Bharata B Rao March 23, 2015, 1:35 p.m. UTC
Reorganize CPU device tree generation code so that it be reused from
hotplug path. CPU dt entries are now generated from spapr_finalize_fdt()
instead of spapr_create_fdt_skel().

Signed-off-by: Bharata B Rao <bharata@linux.vnet.ibm.com>
---
 hw/ppc/spapr.c | 288 ++++++++++++++++++++++++++++++---------------------------
 1 file changed, 154 insertions(+), 134 deletions(-)

Comments

David Gibson March 25, 2015, 1:36 a.m. UTC | #1
On Mon, Mar 23, 2015 at 07:05:46PM +0530, Bharata B Rao wrote:
> Reorganize CPU device tree generation code so that it be reused from
> hotplug path.

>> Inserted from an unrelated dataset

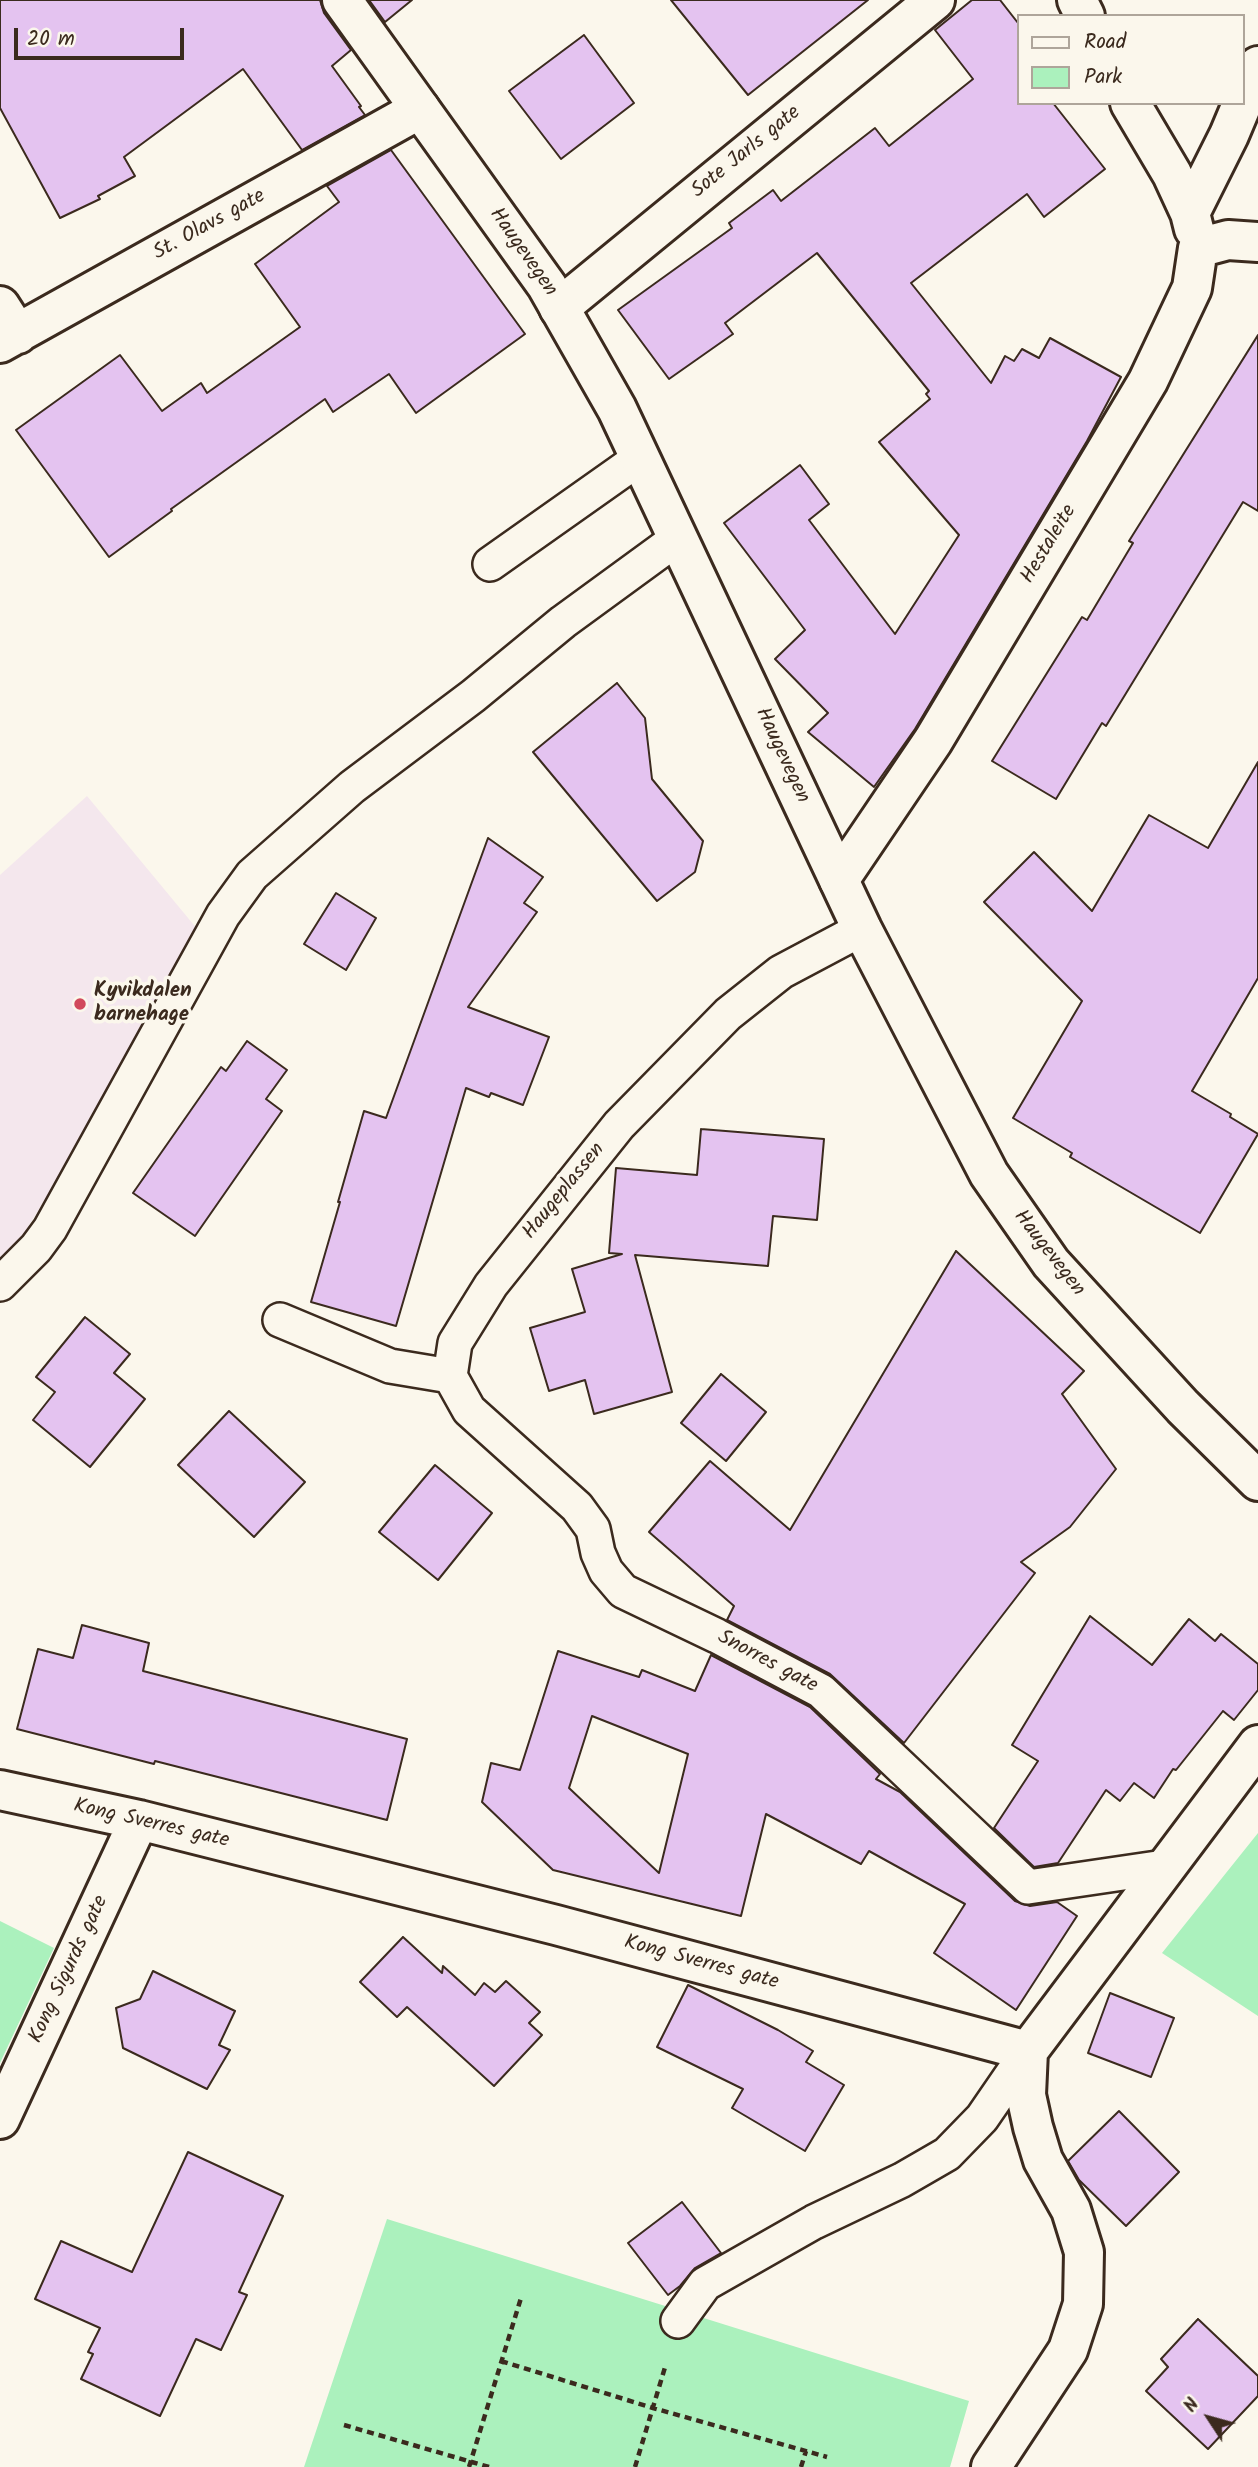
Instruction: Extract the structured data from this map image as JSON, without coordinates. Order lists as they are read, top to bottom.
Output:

CPU dt entries are now generated from spapr_finalize_fdt()
> instead of spapr_create_fdt_skel().
> 
> Signed-off-by: Bharata B Rao <bharata@linux.vnet.ibm.com>
> ---
>  hw/ppc/spapr.c | 288 ++++++++++++++++++++++++++++++---------------------------
>  1 file changed, 154 insertions(+), 134 deletions(-)
> 
> diff --git a/hw/ppc/spapr.c b/hw/ppc/spapr.c
> index 36ff754..1a25cc0 100644
> --- a/hw/ppc/spapr.c
> +++ b/hw/ppc/spapr.c
> @@ -206,24 +206,50 @@ static int spapr_fixup_cpu_smt_dt(void *fdt, int offset, PowerPCCPU *cpu,
>      return ret;
>  }
>  
> +static int spapr_fixup_cpu_numa_smt_dt(void *fdt, int offset, CPUState *cs,
> +                                        sPAPREnvironment *spapr)
> +{
> +    int ret;
> +    PowerPCCPU *cpu = POWERPC_CPU(cs);
> +    int index = ppc_get_vcpu_dt_id(cpu);
> +    uint32_t pft_size_prop[] = {0, cpu_to_be32(spapr->htab_shift)};
> +    uint32_t associativity[] = {cpu_to_be32(0x5),
> +                                cpu_to_be32(0x0),
> +                                cpu_to_be32(0x0),
> +                                cpu_to_be32(0x0),
> +                                cpu_to_be32(cs->numa_node),
> +                                cpu_to_be32(index)};
> +
> +    /* Advertise NUMA via ibm,associativity */
> +    if (nb_numa_nodes > 1) {
> +        ret = fdt_setprop(fdt, offset, "ibm,associativity", associativity,
> +                          sizeof(associativity));
> +        if (ret < 0) {
> +            return ret;
> +        }
> +    }
> +
> +    ret = fdt_setprop(fdt, offset, "ibm,pft-size",
> +                      pft_size_prop, sizeof(pft_size_prop));
> +    if (ret < 0) {
> +        return ret;
> +    }

The pft-size property isn't actually related to NUMA, so it doesn't
really belong in this function.

> +    return spapr_fixup_cpu_smt_dt(fdt, offset, cpu,
> +                                 ppc_get_compat_smt_threads(cpu));

Likewise calling the smt fixup function from the numa fixup function
just seems odd to me; just be explicit and call the two sequentially.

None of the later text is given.